KR101453470B1 - Light guide plate and light emitting apparatus including the same - Google Patents

Abstract

A light emitter plate including a light incoming portion through which light emitted from the light source is incident, a light exiting portion facing the light entering portion, and a light exit surface connecting an upper side of the light entering portion and an upper side of the opposite light portion, And a pattern layer formed on an opposite surface of the emission surface, wherein the pattern layer includes a light guide plate including colored particles for controlling a color coordinate deviation of light emitted from the light-incident portion and light emitted from the light-facing portion, and a face light- .

Description

BACKGROUND OF THE INVENTION 1. Field of the Invention [0001] The present invention relates to a light guide plate,

The present invention relates to a light guide plate of a surface light emitting device.
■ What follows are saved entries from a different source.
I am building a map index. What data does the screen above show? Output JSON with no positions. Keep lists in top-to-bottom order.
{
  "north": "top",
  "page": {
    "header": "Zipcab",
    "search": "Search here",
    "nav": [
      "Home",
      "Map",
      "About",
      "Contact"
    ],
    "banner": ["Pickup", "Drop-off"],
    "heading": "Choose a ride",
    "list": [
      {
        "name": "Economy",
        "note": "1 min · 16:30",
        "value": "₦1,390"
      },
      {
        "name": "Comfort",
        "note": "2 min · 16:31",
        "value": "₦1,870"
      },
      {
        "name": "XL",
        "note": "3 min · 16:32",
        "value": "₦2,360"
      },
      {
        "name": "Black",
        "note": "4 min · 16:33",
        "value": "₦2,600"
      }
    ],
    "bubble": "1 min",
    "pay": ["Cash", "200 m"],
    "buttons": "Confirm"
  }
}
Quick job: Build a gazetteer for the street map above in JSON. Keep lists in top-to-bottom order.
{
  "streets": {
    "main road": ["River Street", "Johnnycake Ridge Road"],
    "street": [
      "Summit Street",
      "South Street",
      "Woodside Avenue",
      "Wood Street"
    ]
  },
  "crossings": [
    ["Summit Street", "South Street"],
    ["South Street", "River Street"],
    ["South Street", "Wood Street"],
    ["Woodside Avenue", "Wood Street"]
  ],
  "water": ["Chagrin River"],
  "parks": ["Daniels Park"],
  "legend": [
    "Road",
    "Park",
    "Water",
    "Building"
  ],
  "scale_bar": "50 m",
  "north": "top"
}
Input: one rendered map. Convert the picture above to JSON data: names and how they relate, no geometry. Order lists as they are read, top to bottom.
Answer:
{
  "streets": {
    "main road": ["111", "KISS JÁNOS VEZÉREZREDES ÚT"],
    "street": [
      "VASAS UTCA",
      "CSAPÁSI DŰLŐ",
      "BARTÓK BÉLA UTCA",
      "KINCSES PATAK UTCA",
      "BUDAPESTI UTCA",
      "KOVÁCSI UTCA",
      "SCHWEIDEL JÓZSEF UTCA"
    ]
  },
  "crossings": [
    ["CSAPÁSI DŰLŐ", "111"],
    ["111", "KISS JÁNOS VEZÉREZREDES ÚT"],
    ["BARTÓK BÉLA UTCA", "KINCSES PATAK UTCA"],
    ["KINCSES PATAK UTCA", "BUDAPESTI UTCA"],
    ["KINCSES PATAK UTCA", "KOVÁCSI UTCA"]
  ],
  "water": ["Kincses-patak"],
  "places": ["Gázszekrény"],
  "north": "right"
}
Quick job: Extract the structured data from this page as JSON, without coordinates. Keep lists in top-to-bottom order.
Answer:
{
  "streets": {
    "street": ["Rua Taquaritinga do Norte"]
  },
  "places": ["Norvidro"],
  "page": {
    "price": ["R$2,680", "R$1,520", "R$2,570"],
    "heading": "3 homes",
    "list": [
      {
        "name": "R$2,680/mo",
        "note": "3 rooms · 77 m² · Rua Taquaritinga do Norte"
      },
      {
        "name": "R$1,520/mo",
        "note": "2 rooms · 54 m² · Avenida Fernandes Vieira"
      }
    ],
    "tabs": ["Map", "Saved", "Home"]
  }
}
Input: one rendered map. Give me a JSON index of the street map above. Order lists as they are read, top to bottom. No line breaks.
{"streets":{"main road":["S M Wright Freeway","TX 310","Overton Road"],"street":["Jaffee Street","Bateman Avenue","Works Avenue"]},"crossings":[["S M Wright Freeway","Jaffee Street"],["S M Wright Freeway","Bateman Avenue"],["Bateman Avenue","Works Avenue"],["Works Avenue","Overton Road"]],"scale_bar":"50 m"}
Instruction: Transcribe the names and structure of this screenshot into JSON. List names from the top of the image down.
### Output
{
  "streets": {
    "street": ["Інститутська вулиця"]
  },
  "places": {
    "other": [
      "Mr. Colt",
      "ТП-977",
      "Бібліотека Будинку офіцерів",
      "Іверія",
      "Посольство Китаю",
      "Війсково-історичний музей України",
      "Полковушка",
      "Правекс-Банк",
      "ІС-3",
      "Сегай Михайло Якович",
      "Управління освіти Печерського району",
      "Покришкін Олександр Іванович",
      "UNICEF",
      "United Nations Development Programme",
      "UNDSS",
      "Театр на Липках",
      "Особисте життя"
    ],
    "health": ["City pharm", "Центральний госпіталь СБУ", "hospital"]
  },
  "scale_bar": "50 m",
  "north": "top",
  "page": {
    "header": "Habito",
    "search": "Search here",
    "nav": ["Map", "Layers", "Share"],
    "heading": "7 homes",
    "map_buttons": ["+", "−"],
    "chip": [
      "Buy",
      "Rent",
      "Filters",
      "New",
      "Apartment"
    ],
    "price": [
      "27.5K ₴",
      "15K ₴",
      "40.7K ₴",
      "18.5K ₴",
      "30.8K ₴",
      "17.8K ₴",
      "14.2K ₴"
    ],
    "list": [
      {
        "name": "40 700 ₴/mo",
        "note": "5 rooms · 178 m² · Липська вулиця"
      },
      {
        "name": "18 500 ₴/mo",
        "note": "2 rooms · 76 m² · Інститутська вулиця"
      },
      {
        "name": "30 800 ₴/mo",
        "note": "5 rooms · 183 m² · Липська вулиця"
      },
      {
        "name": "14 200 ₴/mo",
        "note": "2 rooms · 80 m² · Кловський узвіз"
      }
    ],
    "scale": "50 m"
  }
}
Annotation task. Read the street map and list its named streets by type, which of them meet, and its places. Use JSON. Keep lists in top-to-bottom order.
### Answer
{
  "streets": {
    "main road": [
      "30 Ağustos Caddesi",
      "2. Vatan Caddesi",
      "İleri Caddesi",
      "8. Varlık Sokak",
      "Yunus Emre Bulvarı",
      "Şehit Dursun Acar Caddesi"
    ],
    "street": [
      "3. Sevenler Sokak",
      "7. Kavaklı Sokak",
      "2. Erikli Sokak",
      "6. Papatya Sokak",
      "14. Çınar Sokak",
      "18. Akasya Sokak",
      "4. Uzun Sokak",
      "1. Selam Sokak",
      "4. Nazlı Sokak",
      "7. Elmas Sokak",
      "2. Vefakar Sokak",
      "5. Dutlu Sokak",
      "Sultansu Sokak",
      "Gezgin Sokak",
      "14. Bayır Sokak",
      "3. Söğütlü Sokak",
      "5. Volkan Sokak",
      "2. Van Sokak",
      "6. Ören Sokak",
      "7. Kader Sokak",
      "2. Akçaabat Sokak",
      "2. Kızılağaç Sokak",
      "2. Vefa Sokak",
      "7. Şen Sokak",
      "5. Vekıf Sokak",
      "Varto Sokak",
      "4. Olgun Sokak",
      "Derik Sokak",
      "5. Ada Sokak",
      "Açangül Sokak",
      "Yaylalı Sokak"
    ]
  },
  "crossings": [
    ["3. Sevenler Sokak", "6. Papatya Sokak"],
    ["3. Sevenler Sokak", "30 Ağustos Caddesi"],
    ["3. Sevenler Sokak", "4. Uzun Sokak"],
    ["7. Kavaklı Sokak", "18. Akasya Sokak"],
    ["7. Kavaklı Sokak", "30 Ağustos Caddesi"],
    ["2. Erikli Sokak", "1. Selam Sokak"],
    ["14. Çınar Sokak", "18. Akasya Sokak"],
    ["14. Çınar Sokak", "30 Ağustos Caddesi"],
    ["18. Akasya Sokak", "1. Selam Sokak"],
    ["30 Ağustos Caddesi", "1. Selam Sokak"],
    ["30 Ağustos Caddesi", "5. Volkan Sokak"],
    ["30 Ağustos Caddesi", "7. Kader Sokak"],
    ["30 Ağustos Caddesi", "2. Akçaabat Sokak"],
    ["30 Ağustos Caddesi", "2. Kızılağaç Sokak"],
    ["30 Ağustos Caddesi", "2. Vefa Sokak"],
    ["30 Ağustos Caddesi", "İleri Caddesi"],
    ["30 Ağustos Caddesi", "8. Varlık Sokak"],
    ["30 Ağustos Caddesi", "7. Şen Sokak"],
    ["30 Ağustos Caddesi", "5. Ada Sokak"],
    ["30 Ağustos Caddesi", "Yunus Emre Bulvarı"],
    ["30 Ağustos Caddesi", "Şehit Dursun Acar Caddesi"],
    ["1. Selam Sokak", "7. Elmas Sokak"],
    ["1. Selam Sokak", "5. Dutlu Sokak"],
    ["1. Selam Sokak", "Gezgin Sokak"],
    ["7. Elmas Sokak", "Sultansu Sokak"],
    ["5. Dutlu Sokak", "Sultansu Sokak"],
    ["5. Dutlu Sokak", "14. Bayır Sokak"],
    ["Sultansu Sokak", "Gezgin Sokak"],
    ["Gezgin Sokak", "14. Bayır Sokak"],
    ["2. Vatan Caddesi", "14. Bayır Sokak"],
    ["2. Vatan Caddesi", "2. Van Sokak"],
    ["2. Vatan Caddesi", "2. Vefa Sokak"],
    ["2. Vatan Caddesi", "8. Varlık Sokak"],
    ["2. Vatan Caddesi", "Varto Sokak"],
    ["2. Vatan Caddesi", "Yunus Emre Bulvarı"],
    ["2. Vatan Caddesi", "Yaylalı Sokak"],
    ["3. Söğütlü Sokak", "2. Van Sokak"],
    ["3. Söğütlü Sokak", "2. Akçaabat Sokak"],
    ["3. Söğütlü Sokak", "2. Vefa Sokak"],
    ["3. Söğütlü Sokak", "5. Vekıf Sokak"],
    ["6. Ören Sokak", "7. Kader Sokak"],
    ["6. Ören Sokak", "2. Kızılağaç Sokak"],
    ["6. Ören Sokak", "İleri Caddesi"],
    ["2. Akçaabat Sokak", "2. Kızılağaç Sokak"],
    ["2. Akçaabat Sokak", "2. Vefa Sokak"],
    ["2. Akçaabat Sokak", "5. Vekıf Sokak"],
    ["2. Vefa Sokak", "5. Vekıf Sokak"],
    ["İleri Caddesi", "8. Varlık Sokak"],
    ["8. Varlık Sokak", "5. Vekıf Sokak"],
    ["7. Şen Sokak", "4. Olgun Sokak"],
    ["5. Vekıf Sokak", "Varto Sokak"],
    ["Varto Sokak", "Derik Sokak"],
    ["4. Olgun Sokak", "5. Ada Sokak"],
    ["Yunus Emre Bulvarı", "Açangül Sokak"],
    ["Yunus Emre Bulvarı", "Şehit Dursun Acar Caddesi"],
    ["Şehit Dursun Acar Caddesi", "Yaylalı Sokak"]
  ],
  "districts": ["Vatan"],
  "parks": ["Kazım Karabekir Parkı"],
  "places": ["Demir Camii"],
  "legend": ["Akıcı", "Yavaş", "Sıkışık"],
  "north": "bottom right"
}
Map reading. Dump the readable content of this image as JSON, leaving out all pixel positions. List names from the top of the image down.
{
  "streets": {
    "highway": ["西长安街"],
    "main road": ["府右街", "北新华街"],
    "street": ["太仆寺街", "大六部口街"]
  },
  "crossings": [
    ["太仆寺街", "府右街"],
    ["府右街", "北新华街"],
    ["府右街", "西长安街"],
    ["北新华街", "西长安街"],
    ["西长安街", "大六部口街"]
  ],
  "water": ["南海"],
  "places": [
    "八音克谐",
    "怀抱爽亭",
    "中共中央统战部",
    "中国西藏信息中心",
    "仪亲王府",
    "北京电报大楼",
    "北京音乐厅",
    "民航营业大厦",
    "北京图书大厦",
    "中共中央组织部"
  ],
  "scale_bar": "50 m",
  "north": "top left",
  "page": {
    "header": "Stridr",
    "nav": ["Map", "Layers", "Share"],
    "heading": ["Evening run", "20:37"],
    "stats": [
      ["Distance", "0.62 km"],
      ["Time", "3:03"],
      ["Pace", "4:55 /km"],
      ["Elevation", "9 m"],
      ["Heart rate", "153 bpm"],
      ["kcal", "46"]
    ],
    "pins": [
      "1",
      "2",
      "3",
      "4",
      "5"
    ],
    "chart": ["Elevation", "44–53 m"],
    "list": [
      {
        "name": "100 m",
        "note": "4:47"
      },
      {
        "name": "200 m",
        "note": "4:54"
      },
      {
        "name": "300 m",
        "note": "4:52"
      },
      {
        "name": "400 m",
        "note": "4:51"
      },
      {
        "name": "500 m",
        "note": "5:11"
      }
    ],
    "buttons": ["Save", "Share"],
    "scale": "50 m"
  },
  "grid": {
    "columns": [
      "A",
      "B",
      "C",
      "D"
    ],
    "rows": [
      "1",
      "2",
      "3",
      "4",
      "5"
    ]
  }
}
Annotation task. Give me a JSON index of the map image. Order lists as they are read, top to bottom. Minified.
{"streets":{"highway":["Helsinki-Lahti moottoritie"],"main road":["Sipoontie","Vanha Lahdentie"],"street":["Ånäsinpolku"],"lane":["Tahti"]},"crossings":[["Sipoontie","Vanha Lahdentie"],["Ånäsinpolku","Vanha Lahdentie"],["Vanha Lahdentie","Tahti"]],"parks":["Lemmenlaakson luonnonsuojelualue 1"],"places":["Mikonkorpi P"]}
Recently, with the rapid growth of the display market, research and development on next generation displays such as PDP, TFT-LCD as well as organic EL and the like are being actively carried out for improvement of parts performance and improvement of manufacturing process.

Among them, the liquid crystal used in the TFT-LCD can not emit light itself, so a separate light source is necessarily required. A backlight unit serves as a backlight source of the TFT-LCD panel.

In the backlight unit of the backlight unit, light emitted from a light source in the form of a point light source such as an LED arranged on the side of the light guide plate is converted into a planar light source by the light guide plate, and light emitted from the light guide plate is incident on the LCD panel side.

However, since the light source is disposed on the side surface of the light guide plate, there is a problem that the color coordinates of the light emitted from the region adjacent to the light source and the light emitted from the region far from the light source differ from each other.

The present invention provides a light guide plate capable of adjusting a color coordinate deviation of light to be emitted and a face light fixture including the light guide plate.

A light guide plate according to an embodiment of the present invention includes a light entrance portion into which light emitted from a light source is incident, a light exit portion facing the light entrance portion, and a light exit surface connecting the upper side of the light entrance portion and the upper side of the light- A light emitter plate; And a pattern layer formed on a side opposite to the light emission surface, wherein the pattern layer includes colored particles for controlling a color coordinate deviation of light emitted from the light-incident portion and light emitted from the light-facing portion.

In the light guide plate according to the embodiment of the present invention, the color coordinate deviation of the light emitted from the light-incoming portion and the light emitted from the light-facing portion satisfies the following relational expression (1).

[Relation 1]

0 < / = x &lt; 0.005

(In the above relational expression 1, DELTA x is an x-coordinate deviation in the color coordinates of light measured in the light-incident portion and the light-out portion, respectively.)

In the light guide plate according to the embodiment of the present invention, the color coordinate deviation of light emitted from the light-incoming portion and light emitted from the light-facing portion satisfies the following relational expression (2).

[Relation 2]

0 ≤ │Δ y <0.008

(In the above-mentioned relational expression 2, DELTA y is the y coordinate deviation of the color coordinates of light measured in the light-incoming portion and the light-out portion, respectively.)

In the light guide plate according to an embodiment of the present invention, the pattern layer is formed by curing a UV curable resin, and the content of the colored particles contained in the pattern layer is 0.025 ppm to 0.071 ppm.

In the light guide plate according to an embodiment of the present invention, the pattern layer includes a colored particle layer formed on the opposite side of the light exit surface, and a resin layer formed of UV curable resin on the colored particle layer.

In the light guide plate according to an embodiment of the present invention, the colored particle layer is formed by ejecting the colored particles on the opposite surface of the light emitting surface.

In the light guide plate according to an embodiment of the present invention, the colored particles may be blue pigments.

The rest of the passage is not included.